> YOUR INSTRUCTIONS: Could you please retype exactly the lines from the start of the records below through the line that contains "display:grid; place-items:center; width:42px;", both included, and leave out the pictures?

> Saved data entries:
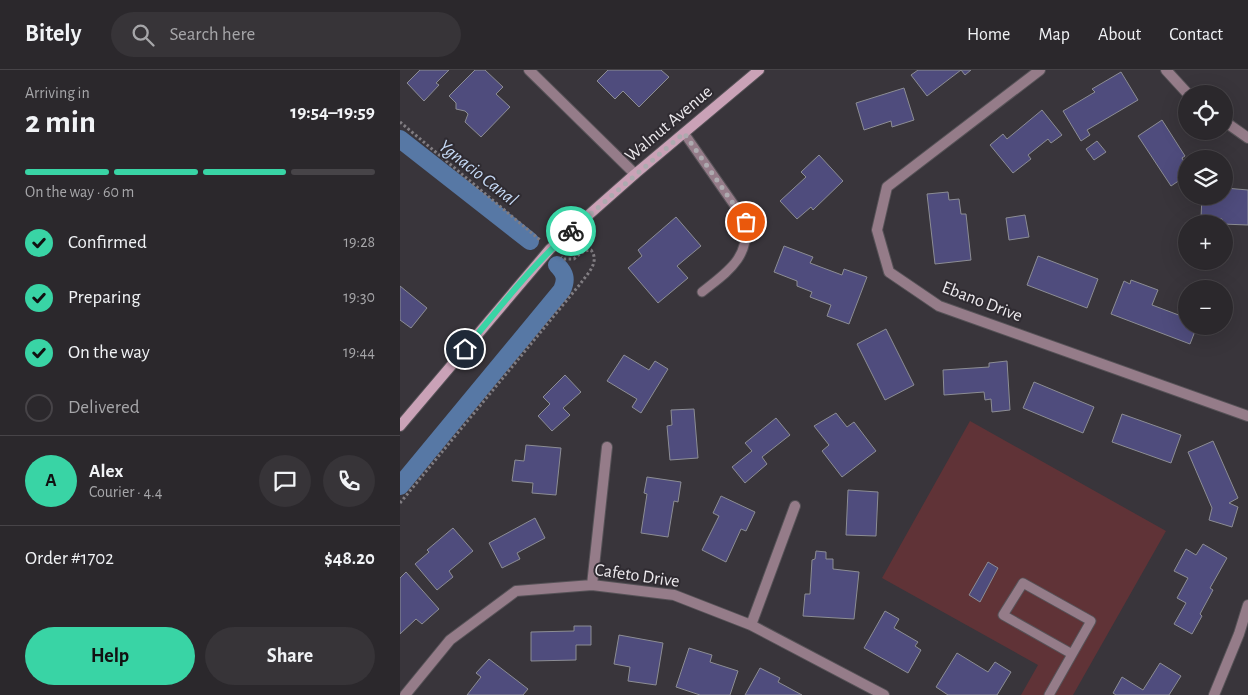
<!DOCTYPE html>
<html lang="en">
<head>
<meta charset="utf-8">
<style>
  :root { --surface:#2b282c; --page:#373438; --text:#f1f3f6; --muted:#a6a6a9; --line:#474448; --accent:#39d4a5 }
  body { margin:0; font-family:"Alegreya Sans",sans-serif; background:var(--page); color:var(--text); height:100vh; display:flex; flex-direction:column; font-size:19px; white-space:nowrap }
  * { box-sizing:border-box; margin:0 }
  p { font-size:16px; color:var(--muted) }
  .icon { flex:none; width:28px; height:28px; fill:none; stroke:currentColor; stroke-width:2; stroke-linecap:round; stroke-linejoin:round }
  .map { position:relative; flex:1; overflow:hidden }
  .side { display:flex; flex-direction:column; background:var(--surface); width:400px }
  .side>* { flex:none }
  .tools { position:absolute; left:778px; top:15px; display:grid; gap:10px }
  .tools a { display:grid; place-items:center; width:55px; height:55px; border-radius:50%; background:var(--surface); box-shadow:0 5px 20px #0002,0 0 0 1px var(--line); font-size:25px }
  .pin { position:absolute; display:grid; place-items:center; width:42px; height:42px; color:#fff; margin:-21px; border:2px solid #fff; border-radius:50%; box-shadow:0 1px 5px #0007 }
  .courier { position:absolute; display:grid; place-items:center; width:50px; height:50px; margin:-25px; border:4px solid #39d4a5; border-radius:50%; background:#fff; color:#222; box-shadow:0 1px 6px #0007 }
  .headline em { font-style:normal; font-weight:600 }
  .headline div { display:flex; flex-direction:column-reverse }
  .headline { display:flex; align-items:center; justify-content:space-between; height:85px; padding:0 25px }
  h1 { font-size:32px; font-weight:600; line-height:38px }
  .bar { display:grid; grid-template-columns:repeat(4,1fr); gap:8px 5px; align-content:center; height:60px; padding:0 25px }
  .bar i { height:6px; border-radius:4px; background:var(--line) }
  .bar .active { background:var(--accent) }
  .bar p { grid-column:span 4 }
  .line { display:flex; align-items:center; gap:12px; padding:0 25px; border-top:1px solid var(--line) }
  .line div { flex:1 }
  .round { display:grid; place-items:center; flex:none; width:52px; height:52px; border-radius:26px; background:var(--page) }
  ol { padding:0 25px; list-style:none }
  li { display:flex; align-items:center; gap:15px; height:55px }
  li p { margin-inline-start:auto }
  li .icon { padding:5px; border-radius:50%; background:var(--accent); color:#111; stroke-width:4 }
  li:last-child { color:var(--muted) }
  li i { width:28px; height:28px; border:2px solid var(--line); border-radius:50% }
  .primary-button { display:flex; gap:10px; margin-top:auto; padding:10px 25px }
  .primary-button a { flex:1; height:58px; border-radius:30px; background:var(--accent); color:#111; font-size:20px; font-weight:600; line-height:58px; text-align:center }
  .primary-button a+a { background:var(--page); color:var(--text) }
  header { display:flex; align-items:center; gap:30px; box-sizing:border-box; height:70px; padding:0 25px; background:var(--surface); border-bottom:1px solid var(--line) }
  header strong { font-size:24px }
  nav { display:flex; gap:28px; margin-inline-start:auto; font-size:18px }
  .search { width:350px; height:45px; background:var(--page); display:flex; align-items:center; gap:12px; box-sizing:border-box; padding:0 18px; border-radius:28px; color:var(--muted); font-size:19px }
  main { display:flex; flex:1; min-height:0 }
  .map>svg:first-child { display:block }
  .green { fill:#603337 }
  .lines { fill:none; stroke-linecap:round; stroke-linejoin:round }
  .canal { stroke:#5778a5; stroke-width:18 }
  .building { fill:#4f4c7d; stroke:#8c8d94 }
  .lane-casing { stroke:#565257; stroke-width:11 }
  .street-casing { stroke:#565257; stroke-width:12 }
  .secondary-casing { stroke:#565257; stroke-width:12 }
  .path { stroke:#817d82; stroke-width:3; stroke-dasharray:2.5 2.5; stroke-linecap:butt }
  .lane { stroke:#957c89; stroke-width:9 }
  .street { stroke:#957c89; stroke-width:10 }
  .secondary { stroke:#caa2b7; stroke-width:10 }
  .done { stroke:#adaaaf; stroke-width:5; stroke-dasharray:0 9 }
  .route { stroke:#39d4a5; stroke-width:6 }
  .labels { text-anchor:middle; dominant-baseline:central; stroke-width:4; stroke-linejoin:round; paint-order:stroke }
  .street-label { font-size:18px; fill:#ece9ed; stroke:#2f2b31 }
  .water-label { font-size:19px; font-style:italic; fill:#c5d9f5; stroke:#2f2b31 }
</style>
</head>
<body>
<header>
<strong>Bitely</strong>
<div class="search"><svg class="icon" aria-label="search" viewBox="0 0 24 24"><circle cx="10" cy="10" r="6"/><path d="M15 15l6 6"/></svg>Search here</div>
<nav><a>Home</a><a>Map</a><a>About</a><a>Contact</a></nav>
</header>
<main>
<section class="side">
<div class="headline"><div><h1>2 min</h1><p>Arriving in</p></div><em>19:54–19:59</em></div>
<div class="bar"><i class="active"></i><i class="active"></i><i class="active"></i><i></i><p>On the way · 60 m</p></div>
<ol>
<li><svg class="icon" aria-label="check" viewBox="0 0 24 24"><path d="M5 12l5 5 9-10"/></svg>Confirmed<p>19:28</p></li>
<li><svg class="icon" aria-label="check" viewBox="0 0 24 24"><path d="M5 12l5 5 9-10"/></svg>Preparing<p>19:30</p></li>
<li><svg class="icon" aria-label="check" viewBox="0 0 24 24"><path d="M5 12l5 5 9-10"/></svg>On the way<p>19:44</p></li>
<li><i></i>Delivered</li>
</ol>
<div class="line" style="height:90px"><b class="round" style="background:var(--accent);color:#111">A</b><div><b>Alex</b><p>Courier · 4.4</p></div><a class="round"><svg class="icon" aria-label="chat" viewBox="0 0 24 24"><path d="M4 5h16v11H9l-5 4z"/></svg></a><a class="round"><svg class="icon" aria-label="phone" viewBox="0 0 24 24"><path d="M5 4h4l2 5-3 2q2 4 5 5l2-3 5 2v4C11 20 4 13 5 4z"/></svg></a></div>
<div class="line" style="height:65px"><div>Order #1702</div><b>$48.20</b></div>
<div class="primary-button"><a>Help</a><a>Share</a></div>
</section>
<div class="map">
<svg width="848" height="625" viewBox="0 0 848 625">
  <rect width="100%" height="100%" fill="#39353b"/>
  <path class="green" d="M570 351 766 461 673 625H621L638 595 482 508Z"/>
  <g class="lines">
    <path class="canal" d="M0 69 130 171
      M0 416 162 220C167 209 165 203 157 195"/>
  </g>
  <path class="building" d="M20 0H49L36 13 39 15 24 31 7 13Z
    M75 0H85L103 17 96 24 110 37 81 67 65 52 68 44 65 41 56 39V33L49 26Z
    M208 0H261L269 7 239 37 223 21 215 29 197 11Z
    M518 0H571L565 5 561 0 527 26 511 5Z
    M721 2 738 30 687 60 690 65 681 71 663 41 695 22 692 19Z
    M504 18 514 50 492 57 491 51 464 60 456 33Z
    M642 40 662 65 651 73 648 69 628 85 631 89 613 103 590 75 603 64 607 69Z
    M762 50 785 86 782 88 786 95V106L771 116 738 66Z
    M697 71 706 82 694 90 686 79Z
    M419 85 443 111 413 140 411 137 397 149 380 131 406 107 401 102Z
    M825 118 848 120V155L822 154V149L801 148 802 126H824Z
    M548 122 549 130 559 129 561 144H566L571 190 535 194 527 124Z
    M625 145 629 167 609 170 606 148Z
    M276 147 301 176 277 196 288 208 258 233 228 198 242 186 238 180Z
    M384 176 413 187 410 193 442 205 444 199 467 207 449 254 427 246 431 235 410 227 412 222 397 216V211L374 202Z
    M638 186 698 209 687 238 627 215Z
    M731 210 758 220 752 235 784 247 786 241V256H797L790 274 711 244 724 211 730 214Z
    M0 216 27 238 11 258 0 250Z
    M486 259 514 315 485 330 457 274Z
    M224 285 249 300 255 291 268 299 241 343 232 337 237 329 207 311Z
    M607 291 610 340 592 342 591 329 585 330 584 322 544 325 543 300 589 297V293Z
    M165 305 181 322 163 338 170 345 152 361 138 346 150 334 143 327Z
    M634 312 694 337 683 363 623 338Z
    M294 339 298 388 270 390 267 356 272 355 271 340Z
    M436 343 447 357 454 352 476 381 442 407 422 381 429 375 414 356Z
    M722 344 781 365 771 393 712 372Z
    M376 348 390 365 362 387 367 394 345 413 332 397 352 381 345 373Z
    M813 371 838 428 829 433 838 437 832 457 809 450 812 438 788 382Z
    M126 375 161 378 156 425 132 423 133 413 112 411 115 390 124 391Z
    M247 407 281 412 278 432 274 431 268 467 241 463 247 424 244 423Z
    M448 420 478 422 476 466 446 465Z
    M321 426 355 442 346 461 341 459 326 492 302 480 319 446 313 443Z
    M135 448 145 468 117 483 120 489 102 498 89 473Z
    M53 458 73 481 49 501 53 507 37 520 15 494 29 482 27 480Z
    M803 474 827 488 810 518 813 520 800 544 802 546 792 564 774 554 786 533 777 528 788 508 774 501 786 479 796 485Z
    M416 481 426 482V489H433V499L459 502 454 549 403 546 405 524H410L412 490 415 489Z
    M588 492 598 498 580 532 569 525Z
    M6 502 39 539 22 554 16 549 0 564V508Z
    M485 541 499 549 494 558 518 572 515 576 521 580 508 603 464 578Z
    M174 556H191V575H176V590L131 591V562L174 561Z
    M219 565 263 573 256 615 228 611 230 597 214 594Z
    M289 578 312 585 310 592 338 601 330 625H300L276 617Z
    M557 583 588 602 595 592 611 602 597 625H548L536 617Z
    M89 589 128 619 123 625H67L81 607 76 603Z
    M760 593 781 606 769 625H716L713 623 722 607 743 620Z
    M360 598 380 608 378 612 402 625H345Z"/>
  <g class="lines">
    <g class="lane-casing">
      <path id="lane" d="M284 63 346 152C349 189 328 201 302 222
        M649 625 691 551 623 513 603 545 672 584"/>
    </g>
    <g class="street-casing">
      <path id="street" d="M129 0 235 104
        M640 0 487 117 477 160 489 202 539 236 848 346
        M766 0 788 24
        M824 51 848 68
        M192 515 207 377
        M351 555 395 436
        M5 625 50 570 116 521 192 515 274 525 351 555 484 625
        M814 625 839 564 848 535"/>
    </g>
    <g class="secondary-casing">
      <path id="secondary" d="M0 356 150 179 235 104 359 0"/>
    </g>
    <path class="path" d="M0 52 140 170
      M0 433 181 213C188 203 200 192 191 180 184 180 179 184 174 189H163L161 187"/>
    <use href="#lane" class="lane"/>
    <use href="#street" class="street"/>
    <use href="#secondary" class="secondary"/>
  </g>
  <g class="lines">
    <path class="done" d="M171 161 284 63 346 152"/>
    <path class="route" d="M65 279C99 239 131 196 171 161"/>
  </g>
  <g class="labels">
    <g class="street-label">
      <text transform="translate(269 54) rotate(-40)">Walnut Avenue</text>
      <text transform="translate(582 232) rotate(21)">Ebano Drive</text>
      <text transform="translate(237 506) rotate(8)">Cafeto Drive</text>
    </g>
    <g class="water-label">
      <text transform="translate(78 103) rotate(38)">Ygnacio Canal</text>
    </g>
  </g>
</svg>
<div class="tools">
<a><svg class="icon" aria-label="locate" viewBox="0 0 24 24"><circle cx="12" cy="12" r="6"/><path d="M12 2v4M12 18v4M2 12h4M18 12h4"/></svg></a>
<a><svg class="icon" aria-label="layers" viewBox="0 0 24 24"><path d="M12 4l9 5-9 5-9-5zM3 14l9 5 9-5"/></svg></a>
<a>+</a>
<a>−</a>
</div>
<div class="pin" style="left:346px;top:152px;background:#ea580c"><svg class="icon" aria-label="bag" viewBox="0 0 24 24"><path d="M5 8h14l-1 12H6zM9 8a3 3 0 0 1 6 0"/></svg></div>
<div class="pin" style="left:65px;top:279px;background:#1f2937"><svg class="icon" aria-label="home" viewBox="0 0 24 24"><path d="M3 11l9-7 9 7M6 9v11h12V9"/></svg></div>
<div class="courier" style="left:171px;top:161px"><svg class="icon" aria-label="bike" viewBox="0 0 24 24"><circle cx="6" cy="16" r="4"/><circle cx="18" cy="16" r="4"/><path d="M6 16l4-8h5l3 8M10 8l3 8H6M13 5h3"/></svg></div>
</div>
</main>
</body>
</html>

> SOLUTION FOR THIS TASK:
<!DOCTYPE html>
<html lang="en">
<head>
<meta charset="utf-8">
<style>
  :root { --surface:#2b282c; --page:#373438; --text:#f1f3f6; --muted:#a6a6a9; --line:#474448; --accent:#39d4a5 }
  body { margin:0; font-family:"Alegreya Sans",sans-serif; background:var(--page); color:var(--text); height:100vh; display:flex; flex-direction:column; font-size:19px; white-space:nowrap }
  * { box-sizing:border-box; margin:0 }
  p { font-size:16px; color:var(--muted) }
  .icon { flex:none; width:28px; height:28px; fill:none; stroke:currentColor; stroke-width:2; stroke-linecap:round; stroke-linejoin:round }
  .map { position:relative; flex:1; overflow:hidden }
  .side { display:flex; flex-direction:column; background:var(--surface); width:400px }
  .side>* { flex:none }
  .tools { position:absolute; left:778px; top:15px; display:grid; gap:10px }
  .tools a { display:grid; place-items:center; width:55px; height:55px; border-radius:50%; background:var(--surface); box-shadow:0 5px 20px #0002,0 0 0 1px var(--line); font-size:25px }
  .pin { position:absolute; display:grid; place-items:center; width:42px; height:42px; color:#fff; margin:-21px; border:2px solid #fff; border-radius:50%; box-shadow:0 1px 5px #0007 }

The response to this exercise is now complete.